Partnerships between school districts and early childhood sites are growing as a way to provide publicly funded pre-kindergarden in many states. But the model is more complicated than we might think, argues Michigan State University researcher Bethany Wilinski.
Wilinski studied how some of these partnerships are playing out in Wisconsin through the eyes of three preschool teachers. In her new book, she is one of the first to give an insider’s perspective on how these new policies are actually enacted in different contexts.
“When Pre-K Comes to School: Policy, Partnerships, and the Early Childhood Workforce” was published in March 2017 by Teachers College Press.
The way we treat teachers
When public school districts provide preschool to all children, sometimes in the elementary buildings themselves, there is increasing recognition that pre-K is an important form of education, said Wilinski, assistant professor in the Department of Teacher Education. “But I don’t think that really helped to raise the status of the early childhood teachers.”

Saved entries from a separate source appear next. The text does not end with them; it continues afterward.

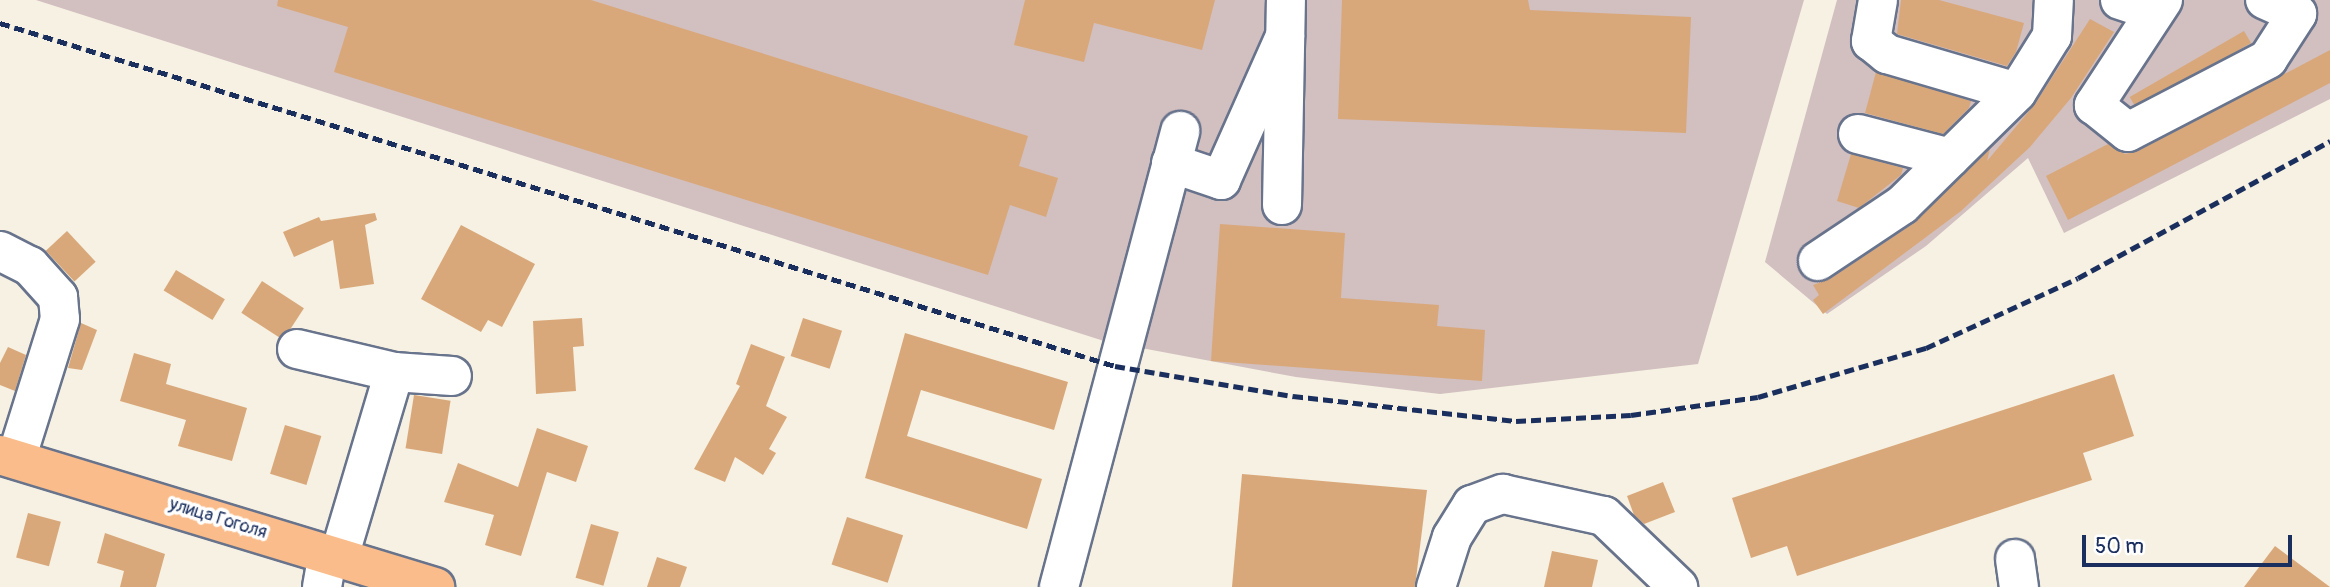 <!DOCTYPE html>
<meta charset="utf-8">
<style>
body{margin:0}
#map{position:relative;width:2330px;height:587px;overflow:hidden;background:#f6f1e2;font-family:Pangolin,sans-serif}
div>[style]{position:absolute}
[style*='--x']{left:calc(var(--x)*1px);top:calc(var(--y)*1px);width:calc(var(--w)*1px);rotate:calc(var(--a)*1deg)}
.industrial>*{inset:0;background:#d2bfc0}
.building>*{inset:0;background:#d9a87a;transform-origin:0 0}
.roads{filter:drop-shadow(2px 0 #68738c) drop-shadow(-2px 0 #68738c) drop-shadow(0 2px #68738c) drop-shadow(0 -2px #68738c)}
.minor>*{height:38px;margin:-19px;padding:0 19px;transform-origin:19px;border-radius:19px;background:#fff}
.major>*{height:38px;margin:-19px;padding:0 19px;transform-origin:19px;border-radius:19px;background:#f9bc8a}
.rail>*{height:5px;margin-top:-2.5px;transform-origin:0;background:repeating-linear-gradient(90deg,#1b2f5e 0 10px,transparent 0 15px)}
span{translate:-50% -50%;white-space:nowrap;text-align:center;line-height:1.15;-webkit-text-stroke:7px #fff;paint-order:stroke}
.street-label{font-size:18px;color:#1b2f5e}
.scale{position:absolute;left:2082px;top:535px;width:210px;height:32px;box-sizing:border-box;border:4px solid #1b2f5e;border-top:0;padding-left:9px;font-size:21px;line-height:24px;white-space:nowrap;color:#1b2f5e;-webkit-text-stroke:5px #fff;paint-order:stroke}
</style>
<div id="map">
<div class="industrial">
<i style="clip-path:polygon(36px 0,1804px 0,1698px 364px,1440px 394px,1296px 377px,1104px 341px)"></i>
<i style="clip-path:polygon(1837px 0,2330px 0,2330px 99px,2064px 233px,2028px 158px,1926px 246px,1827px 314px,1765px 262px)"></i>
</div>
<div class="building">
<i style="clip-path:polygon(278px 0,591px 0,1028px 136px,1019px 166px,1058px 178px,1046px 217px,1010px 205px,988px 275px,334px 72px,348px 27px,277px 6px)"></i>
<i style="clip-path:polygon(1025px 0,1215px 0,1202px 50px,1094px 23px,1084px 62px,1014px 45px)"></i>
<i style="clip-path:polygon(1342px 0,1528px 0,1530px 10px,1691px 17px,1686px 133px,1338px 119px)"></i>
<i style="clip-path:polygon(1901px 0,1939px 0,2024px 23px,2016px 52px,2007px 66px,1897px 34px)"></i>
<i style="clip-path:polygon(2090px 19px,2114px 32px,2071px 98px,2030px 147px,1961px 211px,1823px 314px,1813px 300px,1819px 295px,1813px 285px,1830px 279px,1914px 223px,1990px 149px,1987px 161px,2035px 104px)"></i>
<i style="left:2244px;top:31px;width:14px;height:132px;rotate:60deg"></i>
<i style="clip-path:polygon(2330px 50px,2330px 83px,2068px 220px,2046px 176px,2108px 144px,2125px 154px,2138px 151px)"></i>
<i style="clip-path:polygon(1876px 72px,1971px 101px,1969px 108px,1943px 134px,1865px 113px)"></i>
<i style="clip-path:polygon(1851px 154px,1903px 168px,1901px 175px,1859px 208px,1837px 201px)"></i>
<i style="clip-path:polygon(375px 213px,377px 220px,365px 225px,374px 284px,340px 289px,333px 240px,294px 257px,283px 232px,319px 217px,321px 221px)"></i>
<i style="clip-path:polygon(1220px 224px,1345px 233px,1341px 298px,1439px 305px,1437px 326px,1485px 330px,1482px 381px,1211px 361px)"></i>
<i style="clip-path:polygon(461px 225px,535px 264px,502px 327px,488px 320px,481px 332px,421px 299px)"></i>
<i style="left:67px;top:231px;width:42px;height:29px;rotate:47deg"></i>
<i style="left:176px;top:270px;width:57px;height:24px;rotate:31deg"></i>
<i style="left:262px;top:281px;width:50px;height:38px;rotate:33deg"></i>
<i style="clip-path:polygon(582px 318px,584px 346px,573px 347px,576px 391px,536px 394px,533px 321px)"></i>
<i style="left:803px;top:318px;width:41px;height:40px;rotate:18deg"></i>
<i style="clip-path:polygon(81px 323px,97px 330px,82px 370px,68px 368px)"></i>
<i style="clip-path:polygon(905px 333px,1068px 382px,1054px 430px,921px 390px,907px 436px,1042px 479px,1027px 529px,865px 478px)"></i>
<i style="clip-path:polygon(751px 344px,785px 357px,766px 406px,787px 417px,769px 449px,776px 453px,763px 475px,735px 457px,725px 482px,694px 469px,740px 386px,736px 384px)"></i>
<i style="clip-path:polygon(8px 347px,26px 355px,15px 391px,0 385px,0 363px)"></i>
<i style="clip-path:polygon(134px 353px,171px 364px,166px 384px,247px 408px,232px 461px,178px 446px,186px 420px,120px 401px)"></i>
<i style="clip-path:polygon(2114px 374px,2134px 436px,2083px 453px,2092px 480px,1797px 576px,1787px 546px,1751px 558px,1732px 498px)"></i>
<i style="left:414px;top:395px;width:37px;height:54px;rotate:9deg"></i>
<i style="left:285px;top:425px;width:38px;height:51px;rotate:17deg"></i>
<i style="clip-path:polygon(537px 428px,588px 446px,576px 482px,547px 472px,521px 556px,485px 545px,494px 515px,444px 502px,458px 463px,518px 487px)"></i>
<i style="clip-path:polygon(1242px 474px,1427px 490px,1415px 587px,1232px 587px)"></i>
<i style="clip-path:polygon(1663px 482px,1675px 512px,1644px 524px,1634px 515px,1627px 496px)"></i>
<i style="left:28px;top:513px;width:34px;height:46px;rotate:15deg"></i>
<i style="left:847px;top:517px;width:59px;height:50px;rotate:18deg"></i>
<i style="left:591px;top:524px;width:29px;height:56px;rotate:16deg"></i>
<i style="clip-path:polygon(105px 533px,165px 554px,156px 587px,120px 587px,124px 571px,97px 563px)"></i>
<i style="clip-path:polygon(2275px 546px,2330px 587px,2244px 587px)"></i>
<i style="clip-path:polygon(1552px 551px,1598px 560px,1592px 587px,1544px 587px)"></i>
<i style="clip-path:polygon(657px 557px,687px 567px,680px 587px,647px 587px)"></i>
</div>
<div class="roads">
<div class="minor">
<i style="--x:1878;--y:0;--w:42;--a:99.7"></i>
<i style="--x:1871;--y:41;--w:21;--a:39"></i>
<i style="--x:1887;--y:54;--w:135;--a:16.3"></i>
<i style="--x:2120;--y:0;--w:35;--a:18"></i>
<i style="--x:2163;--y:0;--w:126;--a:123.3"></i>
<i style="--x:2094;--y:105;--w:43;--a:38.5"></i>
<i style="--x:2128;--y:132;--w:158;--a:-27.5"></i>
<i style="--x:2268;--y:59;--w:54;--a:-57.2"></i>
<i style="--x:2297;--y:14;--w:35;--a:-156"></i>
<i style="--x:1858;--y:134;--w:95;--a:14.6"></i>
<i style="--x:1171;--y:163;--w:53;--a:18.8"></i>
<i style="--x:1221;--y:180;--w:158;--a:-66"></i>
<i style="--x:1282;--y:205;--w:205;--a:-88.9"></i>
<i style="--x:0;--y:251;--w:34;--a:27"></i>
<i style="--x:30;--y:266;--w:42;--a:47.9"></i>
<i style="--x:58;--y:297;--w:22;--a:85"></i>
<i style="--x:60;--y:319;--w:147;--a:107.4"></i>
<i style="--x:1818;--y:261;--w:101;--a:-33.7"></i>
<i style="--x:1902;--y:205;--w:161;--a:-44.5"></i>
<i style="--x:2017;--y:92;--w:66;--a:-58"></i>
<i style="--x:2052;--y:36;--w:36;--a:-87"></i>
<i style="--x:297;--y:349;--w:100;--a:13.3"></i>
<i style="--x:394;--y:372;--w:58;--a:3.9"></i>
<i style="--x:339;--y:557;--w:193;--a:-73.4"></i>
<i style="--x:2015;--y:559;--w:28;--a:82"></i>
<i style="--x:322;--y:587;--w:34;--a:-80"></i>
<i style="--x:1059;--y:587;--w:472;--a:-75.1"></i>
<i style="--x:1436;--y:587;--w:52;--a:-72.3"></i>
<i style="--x:1452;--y:537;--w:38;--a:-58"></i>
<i style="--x:1472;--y:505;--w:33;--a:-20"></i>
<i style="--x:1503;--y:494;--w:103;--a:12.3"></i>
<i style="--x:1604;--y:516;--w:103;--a:43.8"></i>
</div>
<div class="major">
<i style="--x:0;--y:455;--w:455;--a:16.9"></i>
</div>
</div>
<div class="rail">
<i style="--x:0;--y:23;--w:1167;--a:17.1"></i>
<i style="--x:1115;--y:366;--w:181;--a:9.6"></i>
<i style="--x:1293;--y:396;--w:224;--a:6.4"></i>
<i style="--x:1516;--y:421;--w:115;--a:-3"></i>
<i style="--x:1631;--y:415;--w:128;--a:-8.1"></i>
<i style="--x:1758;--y:397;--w:175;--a:-16.3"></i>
<i style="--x:1926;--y:348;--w:167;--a:-24.7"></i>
<i style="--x:2078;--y:278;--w:287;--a:-28.5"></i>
</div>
<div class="street-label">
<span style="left:218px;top:519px;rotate:17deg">улица Гоголя</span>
</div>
<div class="scale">50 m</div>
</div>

One teacher in her book was a kindergarten teacher assigned to teach pre-K in a public elementary school; and two taught public pre-K in early childhood settings, one in a private preschool and one in a corporate childcare center. Although there was an expectation that they would receive higher pay, professional development and better working conditions typically afforded to their elementary school counterparts, that wasn’t really the case, said Wilinski.
“The way we treat teachers says something about how we value pre-K,” she said. “If we are not willing to support them, then I think that undermines the policy.”
Wilinski plans to study the experiences of public pre-K teachers in other states. She recently received a grant from the Spencer Foundation to support research on teachers in Michigan’s public pre-K program, the Great Start Readiness Program.
This qualitative study will compare the experiences of Great Start teachers in public schools across two intermediate school districts. She hopes to illuminate the key factors that structure pre-K teachers’ work experiences in public schools and to reveal potential policy directions for improving pre-K teacher recruitment and retention efforts.
She is also conducting research on pre-primary teacher training in Tanzania as part of MSU’s Partnerships for Sustainable Development.